If an application has restricted content, we can use redirects to forward an unauthenticated user to a login page; and then redirect the user back to the content they were attempting to access after a successful login.

Redirects are also commonly used after a successful form submission to send the user to the next step of a process. For example, on an e-commerce site a redirect may be used to forward a user to a basket page after adding an item to their order.

Server status codes

When a server sends a HTTP response, it includes a three-digit code indicating the outcome of a client's request (e.g. the request made by a web browser).

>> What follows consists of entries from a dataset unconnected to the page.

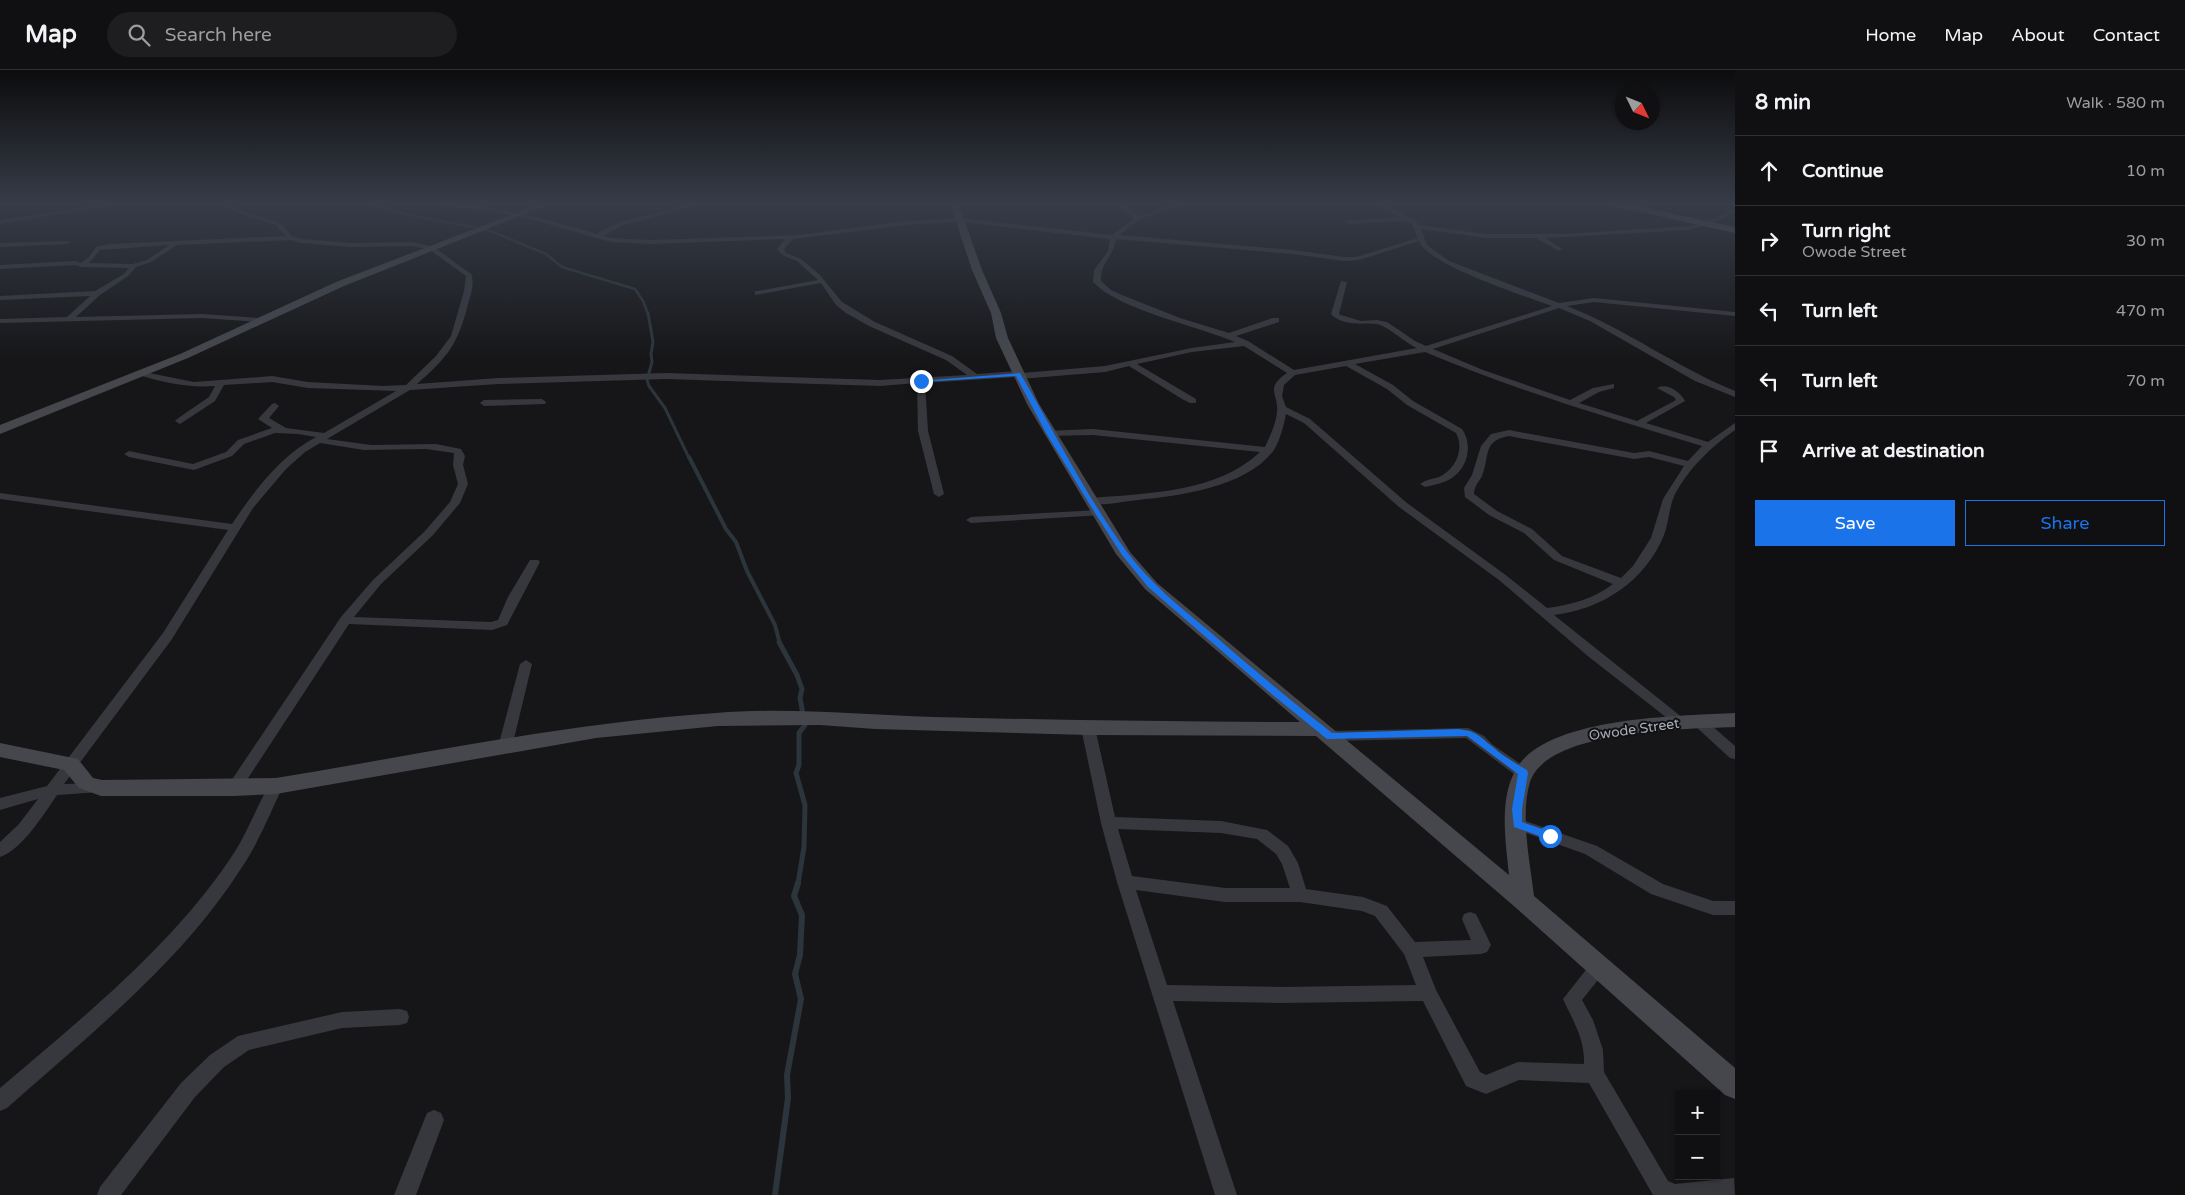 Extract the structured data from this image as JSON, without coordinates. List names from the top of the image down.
{
  "streets": {
    "main road": ["Owode Street"]
  },
  "north": "bottom right",
  "page": {
    "header": "Map",
    "search": "Search here",
    "nav": [
      "Home",
      "Map",
      "About",
      "Contact"
    ],
    "heading": ["8 min", "Walk · 580 m"],
    "list": [
      ["Continue", "10 m"],
      ["Turn right", "Owode Street", "30 m"],
      ["Turn left", "470 m"],
      ["Turn left", "70 m"],
      "Arrive at destination"
    ],
    "buttons": ["Save", "Share"],
    "map_buttons": ["+", "−"]
  }
} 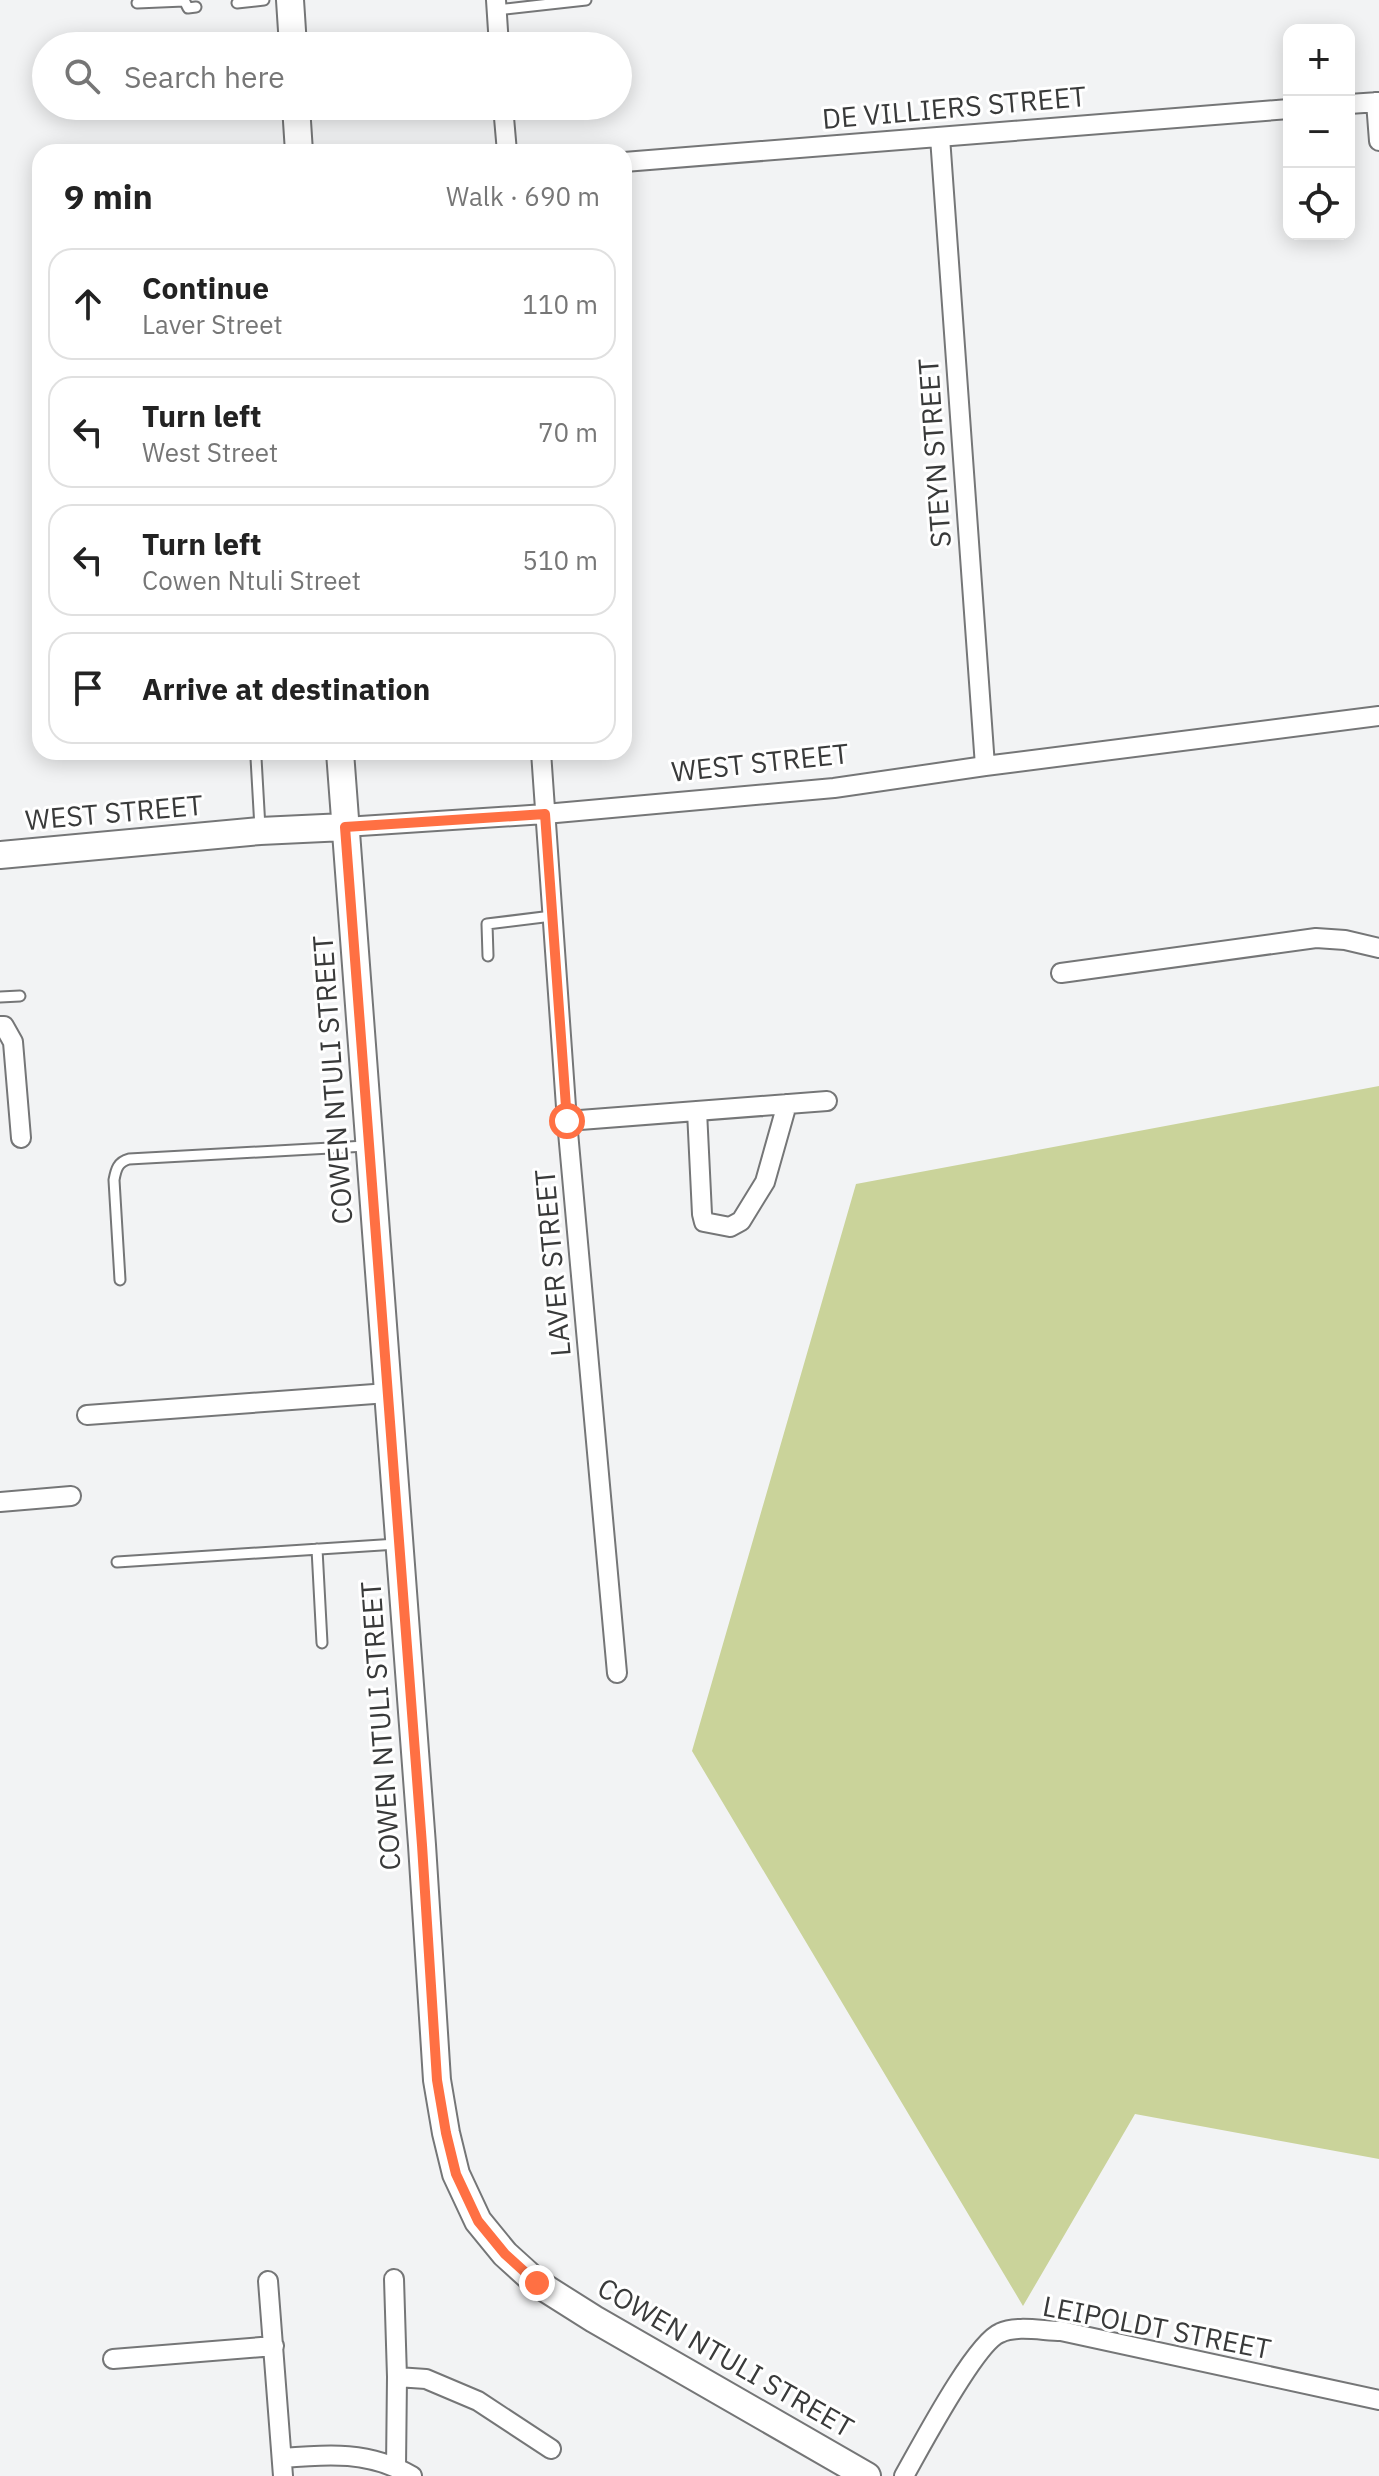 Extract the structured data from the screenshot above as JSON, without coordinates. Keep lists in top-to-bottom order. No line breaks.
{"streets":{"street":["DE VILLIERS STREET","STEYN STREET","WEST STREET","COWEN NTULI STREET","LAVER STREET","LEIPOLDT STREET"]},"crossings":[["DE VILLIERS STREET","STEYN STREET"],["STEYN STREET","WEST STREET"],["WEST STREET","COWEN NTULI STREET"],["WEST STREET","LAVER STREET"]],"page":{"map_buttons":["+","−"],"search":"Search here","heading":["9 min","Walk · 690 m"],"list":[["Continue","Laver Street","110 m"],["Turn left","West Street","70 m"],["Turn left","Cowen Ntuli Street","510 m"],"Arrive at destination"]}}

Redirect responses are indicated by a status code starting with a '3'. The two most commonly used/seen for redirects are:

  • 301 Moved Permanently
  • 302 Temporary Redirect

You will also come across the following status codes:

  • 307 Temporary Redirect
  • 308 Permanent Redirect

These work similiarly to 301 and 302. However, 307 and 308 guarantee that the method and the body will not be changed when the redirected request is made. Some old clients would incorrectly alter the original request method to a get which for a post request would result in a loss of posted data.

Temporary versus permanent redirects

It's important to understand the difference between temporary and permanent redirects. They will affect the user experience and have an SEO impact.

Temporary redirects

Temporary redirects return a 302 (or 307) status code. This tells the web browser, or search engine, that it is only a temporary redirect and that the original URL may be used again in future without redirecting. Web browsers and search engines should continue to store and use the original URL.

Temporary redirects are like the traffic diversions created when a street is closed for roadworks. Once the works are complete, traffic can continue down the original route.

Permanent redirects

If a permanent redirect is returned using a 301 (or 308) status code, the web browser or search engine are being instructed that the original URL is no longer in use.

Permanent redirects are like moving house and telling people of your new address. You won't be returning to your old home, so you want mail and visitors to all go to your new place.

For permanent redirects, web browsers (and other clients) will cache the redirect response and handle it without contacting the server until the local cache expires. This is important to note. If the redirects get incorrectly configured, or need changing, anyone who has a cached version of the original redirect rules will not see the new rules until their cache expires. How long a browser, search engine or other client caches redirects varies per user.

Diagram showing how a request to URL A checks the client cache then goes to the server which returns a 301 redirect. The redirect is cached by the client before requesting URL B. A second request to URL A gets the cached redirect and makes a single call to the server for URL B.
Example of how a permanent redirect is handled by the client

How do we redirect

There are two approaches to handling redirects:

  • Server-level redirects
  • Code-based redirects

Server-level redirects

Server-level redirects are defined in the server's config files and are handled before any application code is run. We typically use this type of redirect for handling things like broken links, enforcing HTTPS and handling www/non-www URL preferences.

Here's an example of a server-level redirect for Nginx.

rewrite ^/blog/?$    https://example.com/news permanent;

In this example 'blog' will permanently redirect to 'news'. Note that we can use regex here.

Code-based redirects

Code-based redirects are defined within the application's code. This often gives us more dynamic control over the redirects. Common uses include handling user authentication, form submissions and dynamic navigation.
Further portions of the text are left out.